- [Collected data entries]
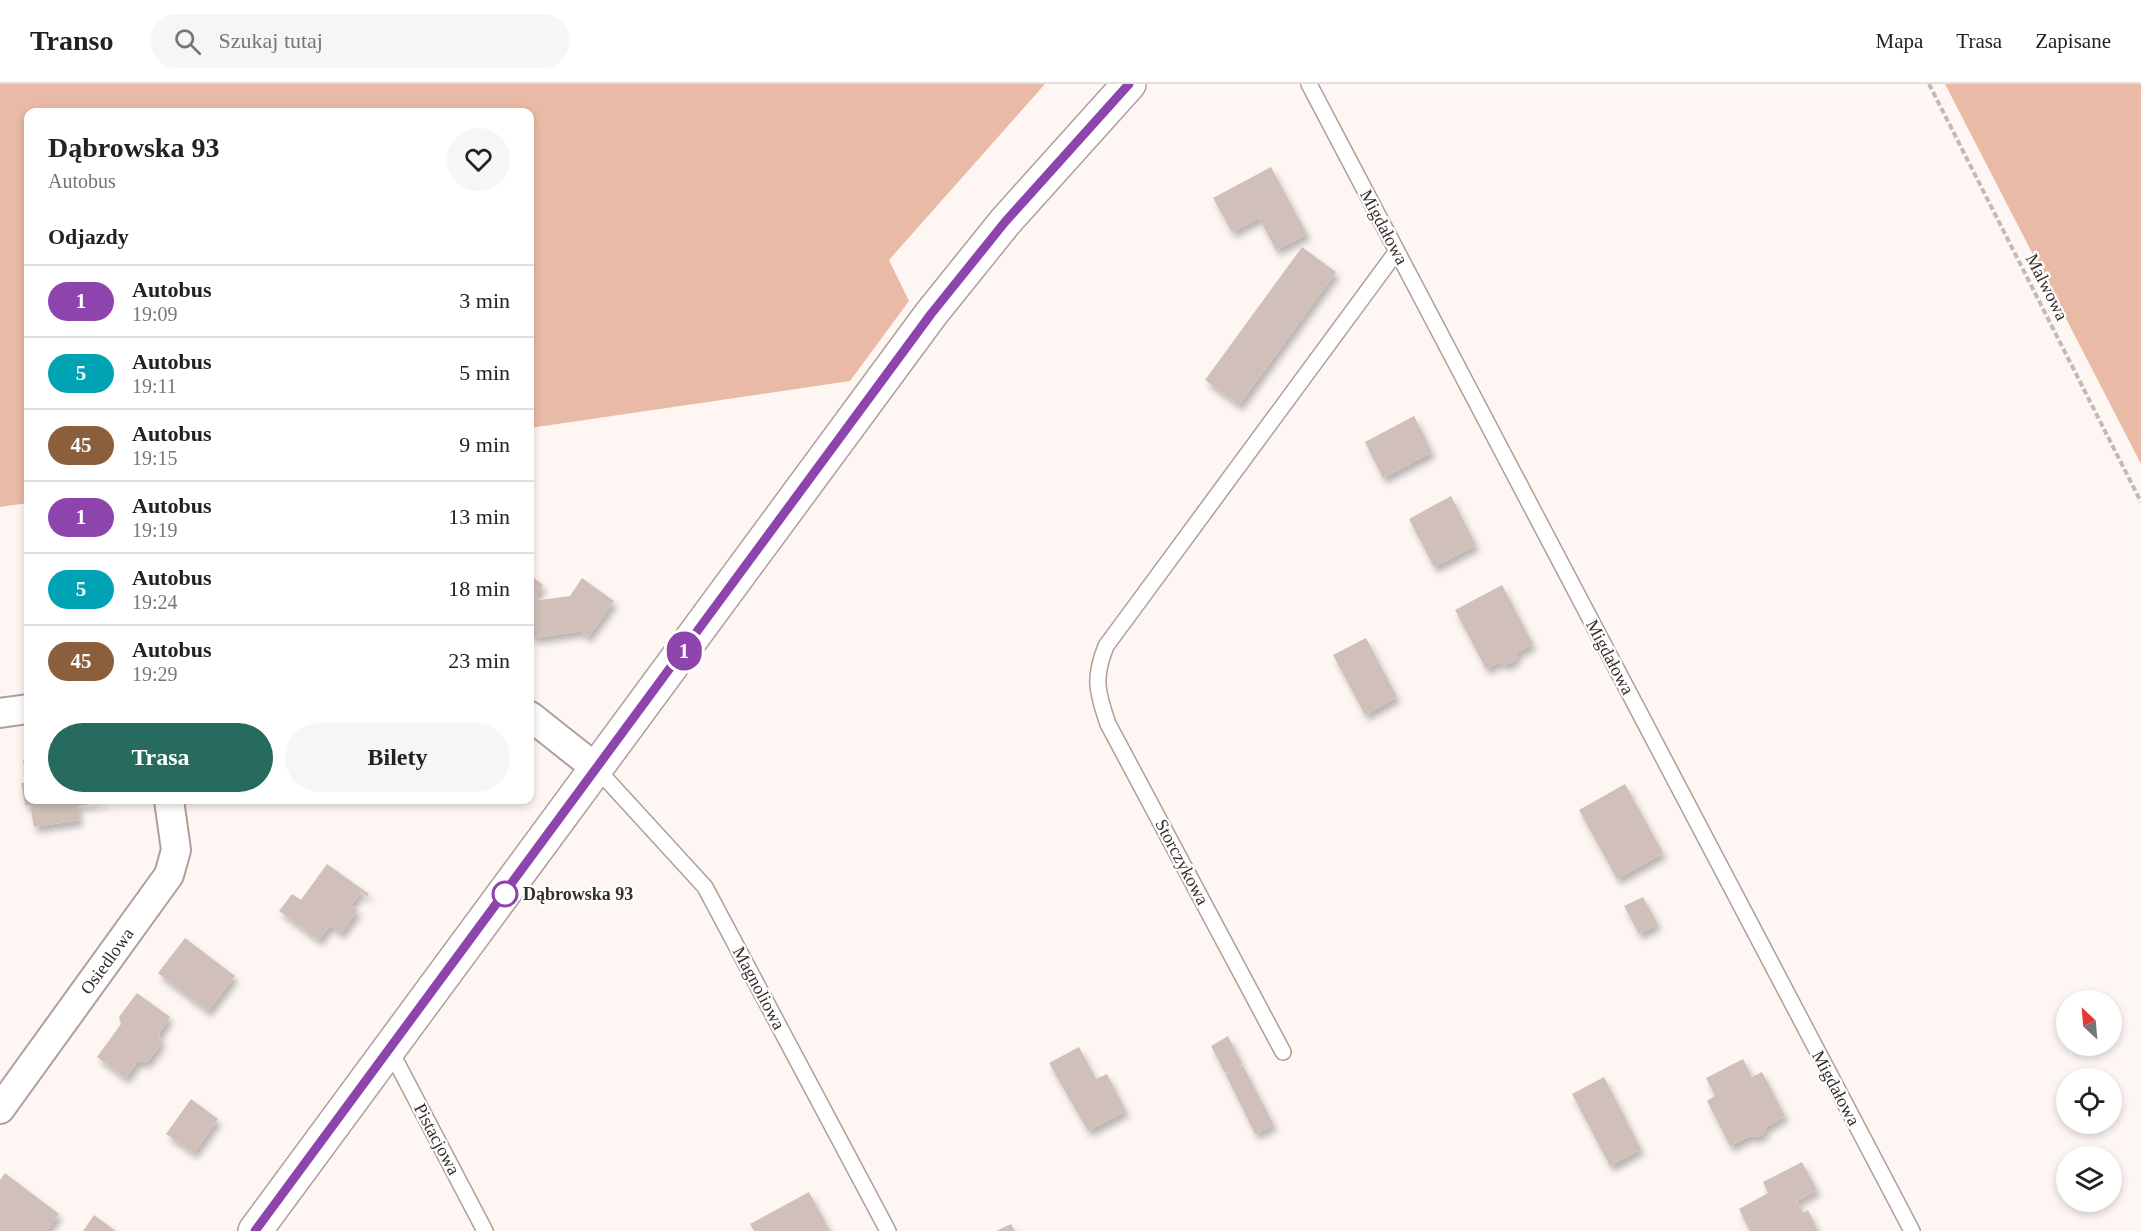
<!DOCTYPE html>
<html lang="pl">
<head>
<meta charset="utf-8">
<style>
	:root { --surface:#fff; --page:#f6f6f6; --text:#222; --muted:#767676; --line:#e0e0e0; --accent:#266b5e }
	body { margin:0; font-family:"Times New Roman",serif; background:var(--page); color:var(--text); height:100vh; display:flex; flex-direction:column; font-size:22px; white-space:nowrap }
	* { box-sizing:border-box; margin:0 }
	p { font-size:20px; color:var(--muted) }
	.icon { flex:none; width:33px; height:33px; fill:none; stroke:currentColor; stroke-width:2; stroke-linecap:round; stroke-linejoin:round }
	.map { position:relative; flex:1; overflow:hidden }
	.panel { position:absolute; left:24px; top:24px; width:510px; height:696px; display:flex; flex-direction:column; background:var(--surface); border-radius:12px; box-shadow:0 3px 9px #0003 }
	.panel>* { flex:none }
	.badge { padding:0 12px; border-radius:20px; font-size:21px; line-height:39px }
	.needle { width:39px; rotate:334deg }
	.controls { position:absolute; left:2056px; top:906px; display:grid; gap:12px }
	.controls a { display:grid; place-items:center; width:66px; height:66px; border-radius:50%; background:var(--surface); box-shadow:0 3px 9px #0003; font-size:30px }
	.map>.badge { position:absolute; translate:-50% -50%; box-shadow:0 0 0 3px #fff }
	h2 { padding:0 24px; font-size:22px; line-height:54px }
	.round { display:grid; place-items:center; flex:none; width:63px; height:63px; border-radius:32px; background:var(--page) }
	.head { display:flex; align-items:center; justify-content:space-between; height:102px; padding:0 24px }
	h1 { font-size:28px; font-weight:600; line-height:45px }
	.cta { display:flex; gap:12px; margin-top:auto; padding:12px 24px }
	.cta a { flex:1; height:69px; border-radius:36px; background:var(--accent); color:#fff; font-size:24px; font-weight:600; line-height:69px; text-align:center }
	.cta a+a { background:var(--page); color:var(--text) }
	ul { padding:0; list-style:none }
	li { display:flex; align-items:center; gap:18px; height:72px; padding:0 24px; border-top:2px solid var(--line) }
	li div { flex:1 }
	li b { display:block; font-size:22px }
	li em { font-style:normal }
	li .badge { min-width:66px; font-weight:700; text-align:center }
	header { display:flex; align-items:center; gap:36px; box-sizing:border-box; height:84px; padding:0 30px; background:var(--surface); border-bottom:2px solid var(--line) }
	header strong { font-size:28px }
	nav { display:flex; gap:33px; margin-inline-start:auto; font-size:21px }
	.search { width:420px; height:54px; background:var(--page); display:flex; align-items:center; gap:15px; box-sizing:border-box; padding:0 21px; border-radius:33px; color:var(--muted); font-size:22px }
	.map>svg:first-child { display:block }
</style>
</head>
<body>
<header>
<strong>Transo</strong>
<div class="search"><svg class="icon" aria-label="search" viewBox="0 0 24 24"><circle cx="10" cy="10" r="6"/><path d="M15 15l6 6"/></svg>Szukaj tutaj</div>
<nav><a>Mapa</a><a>Trasa</a><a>Zapisane</a></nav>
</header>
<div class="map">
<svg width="2141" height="1147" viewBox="0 0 2141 1147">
	<defs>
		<filter id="shadow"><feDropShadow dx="3.5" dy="6" stdDeviation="3" flood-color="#0004"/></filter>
	</defs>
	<rect width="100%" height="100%" fill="#fdf6f3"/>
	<path fill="#e9bba6" d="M0,0H1045L889,176L909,217L850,297L530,344V28H28V419L0,423Z
		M1945,0H2141V380Z"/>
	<path fill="#d0c0b9" filter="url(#shadow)" d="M1271,83L1307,150L1276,166L1259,134L1232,148L1213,114Z
		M1302,163L1336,188L1239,321L1205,296Z
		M1414,332L1432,368L1383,394L1365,358Z
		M1451,412L1476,461L1434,483L1409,435Z
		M530,491L543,501L535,513L540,516L570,512L582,494L614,517L588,553L581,547L535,554L530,550Z
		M1502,501L1533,560L1517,569L1516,576L1505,581L1499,578L1486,585L1455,526Z
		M1366,554L1397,613L1365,631L1333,571Z
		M28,675V716L109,717L77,722L80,736L34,743L30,721H25L21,699H27L23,676Z
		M1625,700L1663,769L1617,795L1579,726Z
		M327,780L369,810L367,812L361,808L351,821L358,826L341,849L330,841L319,856L279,827L292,810L301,816Z
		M1643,813L1658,840L1639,850L1624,822Z
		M185,854L235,892L208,927L158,889Z
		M137,909L170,933L159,949L161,960L148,977L137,978L126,994L97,973L121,940L119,933Z
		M1228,952L1242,980L1225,989L1211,962Z
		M1079,963L1096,995L1107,990L1126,1027L1088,1047L1049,979Z
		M1743,975L1752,993L1762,988L1785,1032L1766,1043L1764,1050L1757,1053L1750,1052L1730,1062L1707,1017L1715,1012L1706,994Z
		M1243,982L1274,1041L1255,1050L1226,991Z
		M1604,993L1641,1065L1610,1082L1572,1010Z
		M191,1015L218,1035L194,1069L166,1050Z
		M1802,1078L1817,1106L1797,1117L1803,1129L1808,1126L1818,1147H1750L1739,1125L1768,1109L1763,1098Z
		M5,1089L59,1130L46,1147H0V1096Z
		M809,1108L830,1147H754L750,1140Z
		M94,1131L116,1147H83Z
		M1011,1140L1015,1147H996Z"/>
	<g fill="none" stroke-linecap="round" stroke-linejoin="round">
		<defs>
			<path id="service" d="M1309,0L1912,1147
				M597,685L705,803L888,1147
				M389,964L485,1147
				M1283,968L1108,640C1097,608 1093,594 1106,562L1397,167"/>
			<path id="minor" d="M0,629L28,625
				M530,632L597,685
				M0,1025L169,791L176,766L169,716"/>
			<path id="tertiary" d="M255,1147L931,230L1005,138L1129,0"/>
		</defs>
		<use href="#service" stroke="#af9f98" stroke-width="18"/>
		<use href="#minor" stroke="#af9f98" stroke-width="32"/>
		<use href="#tertiary" stroke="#af9f98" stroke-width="36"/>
		<path stroke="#c1bab7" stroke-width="4" stroke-dasharray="6 3" stroke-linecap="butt" d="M1929,0L2141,418"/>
		<use href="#service" stroke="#fff" stroke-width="15"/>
		<use href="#minor" stroke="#fff" stroke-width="28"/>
		<use href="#tertiary" stroke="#fff" stroke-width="33"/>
	</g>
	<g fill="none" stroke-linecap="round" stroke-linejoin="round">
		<defs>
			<path id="line" d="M255,1147L931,230L1005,138L1129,0"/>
		</defs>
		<use href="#line" stroke="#fff" stroke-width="14"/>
		<use href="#line" stroke="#8e44ad" stroke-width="9"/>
	</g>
	<circle fill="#fff" stroke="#8e44ad" stroke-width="3" cx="505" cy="810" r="12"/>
	<g text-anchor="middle" stroke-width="4.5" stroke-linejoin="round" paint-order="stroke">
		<g font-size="18" fill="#352f2c" stroke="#fff">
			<text transform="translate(1384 143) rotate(62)" y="6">Migdałowa</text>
			<text transform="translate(2047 203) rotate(63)" y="6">Malwowa</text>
			<text transform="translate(1610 573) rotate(62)" y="6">Migdałowa</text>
			<text transform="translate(1182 778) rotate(62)" y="6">Storczykowa</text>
			<text transform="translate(107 877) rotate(-54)" y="6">Osiedlowa</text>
			<text transform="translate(759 904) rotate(62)" y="6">Magnoliowa</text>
			<text transform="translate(1836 1004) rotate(62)" y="6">Migdałowa</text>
			<text transform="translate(437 1055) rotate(62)" y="6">Pistacjowa</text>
		</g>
		<g font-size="18" font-weight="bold" fill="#352f2c" stroke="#fff" text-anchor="start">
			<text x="523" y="816">Dąbrowska 93</text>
		</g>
	</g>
</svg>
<div class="controls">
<a><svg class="needle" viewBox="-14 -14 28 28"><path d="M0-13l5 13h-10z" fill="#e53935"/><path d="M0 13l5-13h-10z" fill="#767676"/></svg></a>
<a><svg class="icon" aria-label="locate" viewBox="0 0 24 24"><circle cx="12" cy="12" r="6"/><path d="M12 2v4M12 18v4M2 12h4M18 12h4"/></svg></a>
<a><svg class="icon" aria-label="layers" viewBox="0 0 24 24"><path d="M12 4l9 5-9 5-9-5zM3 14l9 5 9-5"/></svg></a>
</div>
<b class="badge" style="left:684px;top:567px;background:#8e44ad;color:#fff">1</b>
<section class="panel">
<div class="head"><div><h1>Dąbrowska 93</h1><p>Autobus</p></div><a class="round"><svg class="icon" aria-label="heart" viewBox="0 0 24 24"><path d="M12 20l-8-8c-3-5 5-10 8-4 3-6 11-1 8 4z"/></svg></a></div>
<h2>Odjazdy</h2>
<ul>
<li><span class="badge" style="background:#8e44ad;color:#fff">1</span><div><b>Autobus</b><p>19:09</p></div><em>3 min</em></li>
<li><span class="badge" style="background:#00a3b4;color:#fff">5</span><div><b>Autobus</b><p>19:11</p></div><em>5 min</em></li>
<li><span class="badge" style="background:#8b5e3c;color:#fff">45</span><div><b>Autobus</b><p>19:15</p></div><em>9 min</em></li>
<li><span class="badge" style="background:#8e44ad;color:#fff">1</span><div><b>Autobus</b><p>19:19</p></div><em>13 min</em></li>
<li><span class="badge" style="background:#00a3b4;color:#fff">5</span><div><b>Autobus</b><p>19:24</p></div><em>18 min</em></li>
<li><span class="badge" style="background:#8b5e3c;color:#fff">45</span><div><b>Autobus</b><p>19:29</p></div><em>23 min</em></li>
</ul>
<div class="cta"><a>Trasa</a><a>Bilety</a></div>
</section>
</div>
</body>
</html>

- [Task objective] For the records above, tally the lines in which "direction" appears, and give the number by itself.

- [Answer space] 2